Electric Motorcycle Made From Old Scrap Motorcycle

Electric Motorcycle Made From Old Scrap Motorcycle

Students Corner Students' Corner January 2020 Electric Motorcycle Made Old Scrap Thiagarajar Polytechnic College

A four-member team from the Thiagarajar Polytechnic College, Salem in Tamil Nadu has customised an existing petrol-powered motorcycle into an e-motorcycle at a minimal cost. Fuerza, as the prototype is called, is a smart electric motorcycle made from an old scrap motorcycle

Electric motorcycles might appear to be a new concept, but are rapidly emerging as a popular option for bike riders. The market is witnessing more battery-powered electric bike options as more and more riders are looking to transition from petrol-powered motorcycles to electric motorcycles given the benefits offered by the latter. The biggest concern though is their cost, and that’s what a team from the Thiagarajar Polytechnic College in Salem (Tamil Nadu) – comprising Elavarassan, Abinash, Ahmed Taufeeq, Balachandran, Chandradevan and Jagadeeswaran – has attempted to address with a customised electric motorcycle.


The move towards greener transportation is largely because it is environmentally-friendly and enables the country to curb its reliance on its ever-inflating crude import bill. Petrol-powered motorbikes are churning out more pollution than cars although they constitute only a small fraction of vehicles on the roads. Of course, there are challenges in the transition towards EVs owing to its high price, travel range, and lack of adequate access to charging stations, among others. The EV battery technology is expensive and since EV batteries need to hold massive amounts of charge to make the bike practical for most drivers, they have to be built using expensive materials, most of which are tough to procure. Additionally, there will be an increase in scrap of existing fuel vehicles once the supply of fossil fuels is cut-off.


Project Fuerza was rolled-out to fulfil the requirements of consumers. The team researched for a period of three months to select components with the required specification, and finally decided to work with a Brushless DC Motor, which is capable of delivering a maximum speed of 40 km/h that is best suited for an economic drive. The specialty of this motor is that it provides a noiseless and high power transmission to the system, said Elavarassan. A highly efficient lithium-ion battery is installed in the bike, which has the capacity to provide a maximum range of 80 km per full charge, which can be reached in three to four hours. This overall electric system is customised to the bike with a mono shock absorber, that reduces the vibrations affecting the body and hence suits all types of road conditions.

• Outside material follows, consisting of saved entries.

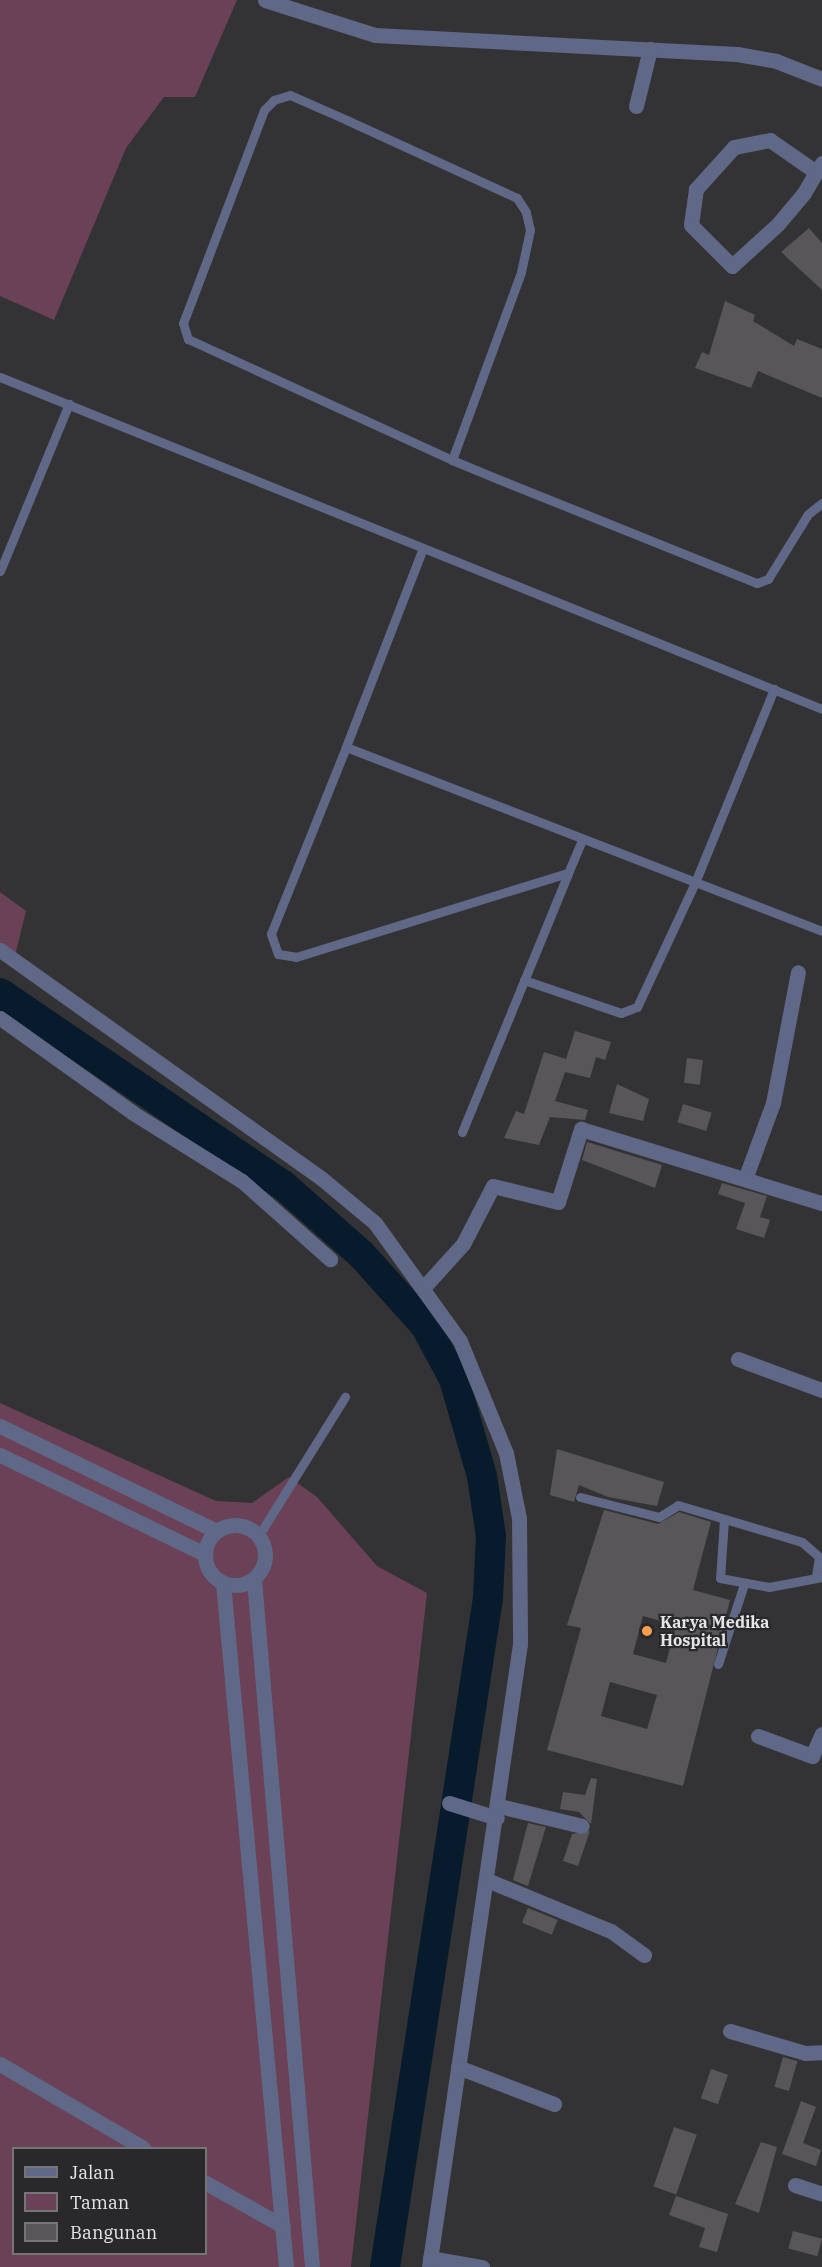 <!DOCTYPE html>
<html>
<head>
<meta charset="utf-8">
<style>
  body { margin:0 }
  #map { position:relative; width:822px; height:2267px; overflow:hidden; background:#333235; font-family:"IBM Plex Serif",serif }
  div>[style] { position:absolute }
  .green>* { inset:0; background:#6b4158 }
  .river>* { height:30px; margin:-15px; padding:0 15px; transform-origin:15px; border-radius:15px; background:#071b2c }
  .building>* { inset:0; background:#585659; transform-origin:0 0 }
  .service>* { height:9px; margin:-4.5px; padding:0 4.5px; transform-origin:4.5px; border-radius:4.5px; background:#5f6886 }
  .minor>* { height:15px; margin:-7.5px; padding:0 7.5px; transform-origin:7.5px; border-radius:7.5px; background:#5f6886 }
  .minor>.ring { margin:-7.5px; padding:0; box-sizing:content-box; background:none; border:15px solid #5f6886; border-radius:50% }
  .dots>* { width:16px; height:16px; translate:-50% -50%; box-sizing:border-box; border:3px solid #29282b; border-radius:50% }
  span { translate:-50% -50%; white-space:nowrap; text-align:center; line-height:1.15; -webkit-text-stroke:4.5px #29282b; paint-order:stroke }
  .poi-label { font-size:16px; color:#e6e5e8; font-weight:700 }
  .left { translate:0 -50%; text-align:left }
  .legend { position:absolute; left:12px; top:2147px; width:195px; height:108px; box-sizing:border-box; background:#29282b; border:2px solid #757477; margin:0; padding:8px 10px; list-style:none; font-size:18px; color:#e6e5e8 }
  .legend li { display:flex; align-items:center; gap:12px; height:30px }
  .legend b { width:30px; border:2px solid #757477 }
</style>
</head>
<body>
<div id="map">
  <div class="green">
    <i style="clip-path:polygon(0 0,237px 0,195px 97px,164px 97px,126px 148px,54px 320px,0 296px)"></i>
    <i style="clip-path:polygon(0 892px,26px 911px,13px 964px,0 955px)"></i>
    <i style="clip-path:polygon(evenodd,0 1403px,216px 1501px,252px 1503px,289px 1477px,317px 1497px,377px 1566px,427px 1593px,351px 2267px,0 2267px,0 1403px,14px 2148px,206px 2148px,206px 2254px,14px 2254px,14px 2148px)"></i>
  </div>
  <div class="river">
    <i style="left:0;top:993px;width:342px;rotate:34.2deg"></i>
    <i style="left:283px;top:1185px;width:104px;rotate:41.5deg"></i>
    <i style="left:361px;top:1254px;width:96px;rotate:48deg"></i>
    <i style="left:425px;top:1325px;width:61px;rotate:61.8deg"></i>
    <i style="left:454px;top:1379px;width:101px;rotate:73.9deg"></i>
    <i style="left:482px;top:1476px;width:61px;rotate:81.5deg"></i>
    <i style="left:491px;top:1536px;width:62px;rotate:92.8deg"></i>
    <i style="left:488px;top:1598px;width:677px;rotate:98.75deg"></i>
  </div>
  <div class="building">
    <i style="clip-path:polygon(809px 228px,822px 243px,822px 290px,781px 252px)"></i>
    <i style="clip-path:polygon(725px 301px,755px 315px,753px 321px,794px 346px,797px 339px,822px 349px,822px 398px,758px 371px,751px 388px,695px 368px,702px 352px,709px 355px)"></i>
    <i style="clip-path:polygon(575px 1031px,611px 1042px,605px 1060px,596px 1057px,590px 1078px,565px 1072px,555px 1101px,588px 1110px,585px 1120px,550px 1117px,539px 1145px,504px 1138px,516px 1111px,524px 1114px,544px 1052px,566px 1059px)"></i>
    <i style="left:687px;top:1058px;width:16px;height:25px;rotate:7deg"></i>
    <i style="clip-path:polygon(617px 1084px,649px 1099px,643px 1121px,609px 1113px)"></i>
    <i style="left:683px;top:1104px;width:30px;height:19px;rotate:17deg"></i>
    <i style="clip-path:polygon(587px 1142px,662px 1165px,655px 1188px,582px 1160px)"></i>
    <i style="clip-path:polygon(722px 1183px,767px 1196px,760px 1217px,770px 1220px,764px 1238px,736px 1229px,745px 1203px,718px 1194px)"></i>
    <i style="clip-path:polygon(557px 1449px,664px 1482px,657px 1506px,662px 1507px,608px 1497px,579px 1485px,574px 1502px,550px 1495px)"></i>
    <i style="clip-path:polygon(evenodd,604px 1510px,658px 1524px,679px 1512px,711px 1522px,693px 1590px,730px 1600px,683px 1786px,547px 1750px,581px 1628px,567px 1625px,604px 1510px,643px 1616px,676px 1625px,666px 1663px,633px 1654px,643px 1616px,604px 1510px,610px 1682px,657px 1695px,647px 1729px,601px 1716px,610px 1682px)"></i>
    <i style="clip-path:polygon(591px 1778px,597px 1779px,591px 1824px,579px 1812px,560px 1809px,563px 1792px,585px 1795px)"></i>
    <i style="clip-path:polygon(528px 1823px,546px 1827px,528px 1886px,513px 1880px)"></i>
    <i style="clip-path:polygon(590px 1831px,578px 1866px,563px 1861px,572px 1834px)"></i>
    <i style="left:528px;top:1908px;width:32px;height:16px;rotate:22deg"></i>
    <i style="left:783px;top:2057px;width:15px;height:31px;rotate:16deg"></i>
    <i style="left:711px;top:2069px;width:18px;height:31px;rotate:19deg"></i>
    <i style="clip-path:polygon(801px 2101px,816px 2107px,803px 2143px,821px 2150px,816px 2166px,782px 2154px)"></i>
    <i style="left:674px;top:2127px;width:24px;height:63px;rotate:19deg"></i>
    <i style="clip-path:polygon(761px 2142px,777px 2147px,759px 2213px,735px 2204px)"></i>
    <i style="clip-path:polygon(676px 2196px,728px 2214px,717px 2252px,699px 2247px,705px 2228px,669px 2215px)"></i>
    <i style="left:793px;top:2231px;width:30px;height:18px;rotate:15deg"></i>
  </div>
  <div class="service">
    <i style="left:0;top:377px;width:887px;rotate:21.99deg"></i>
    <i style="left:452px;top:460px;width:200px;rotate:-69.8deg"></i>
    <i style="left:521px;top:272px;width:43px;rotate:-77.9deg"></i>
    <i style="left:530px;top:230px;width:18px;rotate:-103deg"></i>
    <i style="left:526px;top:212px;width:17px;rotate:-123deg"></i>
    <i style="left:517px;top:198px;width:187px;rotate:-155.4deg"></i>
    <i style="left:347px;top:120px;width:62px;rotate:-156.3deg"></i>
    <i style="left:290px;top:95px;width:17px;rotate:163deg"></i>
    <i style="left:274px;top:100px;width:14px;rotate:135deg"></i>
    <i style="left:264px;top:110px;width:228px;rotate:110.8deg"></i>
    <i style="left:183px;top:323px;width:17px;rotate:73deg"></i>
    <i style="left:188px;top:339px;width:290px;rotate:24.6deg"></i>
    <i style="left:452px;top:460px;width:50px;rotate:22.4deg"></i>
    <i style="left:498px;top:479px;width:279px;rotate:21.9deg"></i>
    <i style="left:757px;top:583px;width:12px;rotate:-20deg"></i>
    <i style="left:768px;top:579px;width:76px;rotate:-58.4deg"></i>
    <i style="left:808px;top:514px;width:18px;rotate:-38deg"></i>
    <i style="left:423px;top:548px;width:213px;rotate:111.2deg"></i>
    <i style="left:346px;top:747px;width:510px;rotate:21.13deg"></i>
    <i style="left:0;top:571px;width:181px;rotate:-67.6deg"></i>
    <i style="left:346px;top:747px;width:201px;rotate:111.9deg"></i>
    <i style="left:271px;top:934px;width:21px;rotate:71deg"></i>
    <i style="left:278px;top:954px;width:18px;rotate:9deg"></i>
    <i style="left:296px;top:957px;width:285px;rotate:-17.2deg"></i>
    <i style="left:568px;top:873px;width:34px;rotate:-67deg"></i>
    <i style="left:524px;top:980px;width:102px;rotate:18.8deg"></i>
    <i style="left:621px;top:1013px;width:17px;rotate:-21deg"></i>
    <i style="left:637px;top:1007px;width:135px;rotate:-65deg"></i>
    <i style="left:694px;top:885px;width:212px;rotate:-67.8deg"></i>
    <i style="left:462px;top:1132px;width:280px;rotate:-67.7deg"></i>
    <i style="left:580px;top:1497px;width:81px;rotate:14.2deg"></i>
    <i style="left:659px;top:1517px;width:22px;rotate:-32deg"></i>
    <i style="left:678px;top:1505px;width:129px;rotate:16.6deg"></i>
    <i style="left:802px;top:1542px;width:23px;rotate:41deg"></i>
    <i style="left:819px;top:1557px;width:19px;rotate:99deg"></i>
    <i style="left:724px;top:1520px;width:58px;rotate:93.9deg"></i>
    <i style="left:720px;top:1578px;width:50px;rotate:10.4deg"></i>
    <i style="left:769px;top:1587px;width:54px;rotate:-10.7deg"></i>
    <i style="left:259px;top:1535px;width:163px;rotate:-58.1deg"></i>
    <i style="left:718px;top:1664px;width:84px;rotate:-72deg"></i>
  </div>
  <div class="minor">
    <i style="left:265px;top:0;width:115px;rotate:17.7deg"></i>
    <i style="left:375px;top:35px;width:362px;rotate:3deg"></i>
    <i style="left:737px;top:54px;width:40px;rotate:10deg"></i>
    <i style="left:776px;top:61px;width:49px;rotate:21.4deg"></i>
    <i style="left:636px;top:106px;width:59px;rotate:-76.2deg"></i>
    <i style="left:816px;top:172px;width:56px;rotate:-145.2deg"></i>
    <i style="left:770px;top:140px;width:37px;rotate:169deg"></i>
    <i style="left:734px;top:147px;width:57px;rotate:132.1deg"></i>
    <i style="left:696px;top:189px;width:36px;rotate:98deg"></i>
    <i style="left:691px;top:225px;width:58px;rotate:45deg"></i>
    <i style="left:732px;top:266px;width:62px;rotate:-42.4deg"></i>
    <i style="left:778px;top:224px;width:40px;rotate:-50deg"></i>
    <i style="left:804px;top:193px;width:24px;rotate:-60deg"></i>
    <i style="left:816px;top:172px;width:11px;rotate:-56deg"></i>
    <i style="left:0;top:950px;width:394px;rotate:35.4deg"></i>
    <i style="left:321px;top:1178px;width:70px;rotate:39.8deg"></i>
    <i style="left:375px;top:1223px;width:145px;rotate:54.2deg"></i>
    <i style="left:460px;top:1341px;width:121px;rotate:67.7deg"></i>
    <i style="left:506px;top:1453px;width:66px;rotate:78.7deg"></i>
    <i style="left:519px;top:1518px;width:126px;rotate:89.5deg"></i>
    <i style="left:520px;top:1644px;width:630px;rotate:98.31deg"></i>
    <i style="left:0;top:1018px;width:163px;rotate:35.5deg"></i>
    <i style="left:133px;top:1113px;width:128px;rotate:32deg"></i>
    <i style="left:242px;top:1181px;width:118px;rotate:41.6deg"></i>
    <i style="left:745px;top:1179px;width:81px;rotate:-69.8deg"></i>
    <i style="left:773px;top:1103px;width:133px;rotate:-79.2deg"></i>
    <i style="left:424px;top:1287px;width:58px;rotate:-47.8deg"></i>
    <i style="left:463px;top:1244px;width:65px;rotate:-62.7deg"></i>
    <i style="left:493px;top:1186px;width:67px;rotate:13.8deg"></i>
    <i style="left:558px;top:1202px;width:77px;rotate:-72.5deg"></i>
    <i style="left:581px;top:1129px;width:252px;rotate:17.1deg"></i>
    <i style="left:738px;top:1359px;width:90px;rotate:20.3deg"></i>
    <i style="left:0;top:1426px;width:240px;rotate:25.9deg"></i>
    <i style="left:0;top:1455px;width:228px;rotate:25.8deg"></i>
    <i class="ring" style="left:205px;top:1525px;width:45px;height:45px"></i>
    <i style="left:254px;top:1579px;width:690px;rotate:85.18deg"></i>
    <i style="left:223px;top:1583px;width:687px;rotate:84.74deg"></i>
    <i style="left:758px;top:1736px;width:58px;rotate:20.3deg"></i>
    <i style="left:812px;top:1756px;width:24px;rotate:-66deg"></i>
    <i style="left:449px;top:1803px;width:50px;rotate:17.4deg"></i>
    <i style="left:499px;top:1806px;width:85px;rotate:13.5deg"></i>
    <i style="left:487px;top:1880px;width:134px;rotate:22.4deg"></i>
    <i style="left:611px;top:1931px;width:41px;rotate:36deg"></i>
    <i style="left:730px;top:2031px;width:78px;rotate:16.3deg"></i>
    <i style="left:805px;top:2053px;width:17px;rotate:-3deg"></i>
    <i style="left:0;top:2064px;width:166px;rotate:30.4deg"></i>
    <i style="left:458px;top:2067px;width:103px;rotate:21.1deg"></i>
    <i style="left:206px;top:2183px;width:88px;rotate:29.2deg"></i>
    <i style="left:795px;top:2185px;width:28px;rotate:18deg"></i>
    <i style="left:430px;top:2258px;width:53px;rotate:9.8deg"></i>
  </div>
  <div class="dots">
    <i style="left:647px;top:1631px;background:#fa9f4f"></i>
  </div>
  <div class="poi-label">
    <span class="left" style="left:660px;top:1631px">Karya Medika<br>Hospital</span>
  </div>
  <ul class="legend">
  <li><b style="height:8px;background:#5f6886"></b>Jalan</li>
  <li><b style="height:16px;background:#6b4158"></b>Taman</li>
  <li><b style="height:16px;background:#585659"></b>Bangunan</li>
  </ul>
</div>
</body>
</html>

The team diligently worked on the design and fabrication of the structure. A belt drive was used to connect the motor and the rear wheel that reduces high power consumption and increases the motor life. The team faced various problems with the fabrication of the belt drive system in carrying high loads and finally rectified them with some new innovations. The prototype was finally tested to carry a load of 250 kg at a speed of 35 km/h.

The other main problem the team faced in developing this motorcycle is the insufficient storage space. The fuel tank was thus altered to an all-purpose storage carrier of 12 l capacity, noted Elavarassan. A fast charging 10 A unit that indicates two levels of charge – 50 % and 100 % – has also been used. The Fuerza electric motorcycle fits the bill for a comfortable long drive, claimed the team.

The team claimed the cost to recharge the bike would be below Rs 20, significantly lower compared to a fossil fuel alternative to achieve the range of 80 km. The team had to shell out Rs 98,000 on making this prototype, but claims such a vehicle can be produced at around Rs 60,000-70,000 with sustainable volumes.

This Fuerza electric motorcycle is designed to provide a convenient drive for varying road conditions


This Fuerza electric motorcycle is designed to provide a convenient drive for varying road conditions, besides offering maximum comfort and a pollution-free smooth drive. Considering this is a customised electric motorcycle, produced from a scrap petrol-powered motorcycle, this team of students seem to have developed an interesting, economical and practical solution for many interested commuters.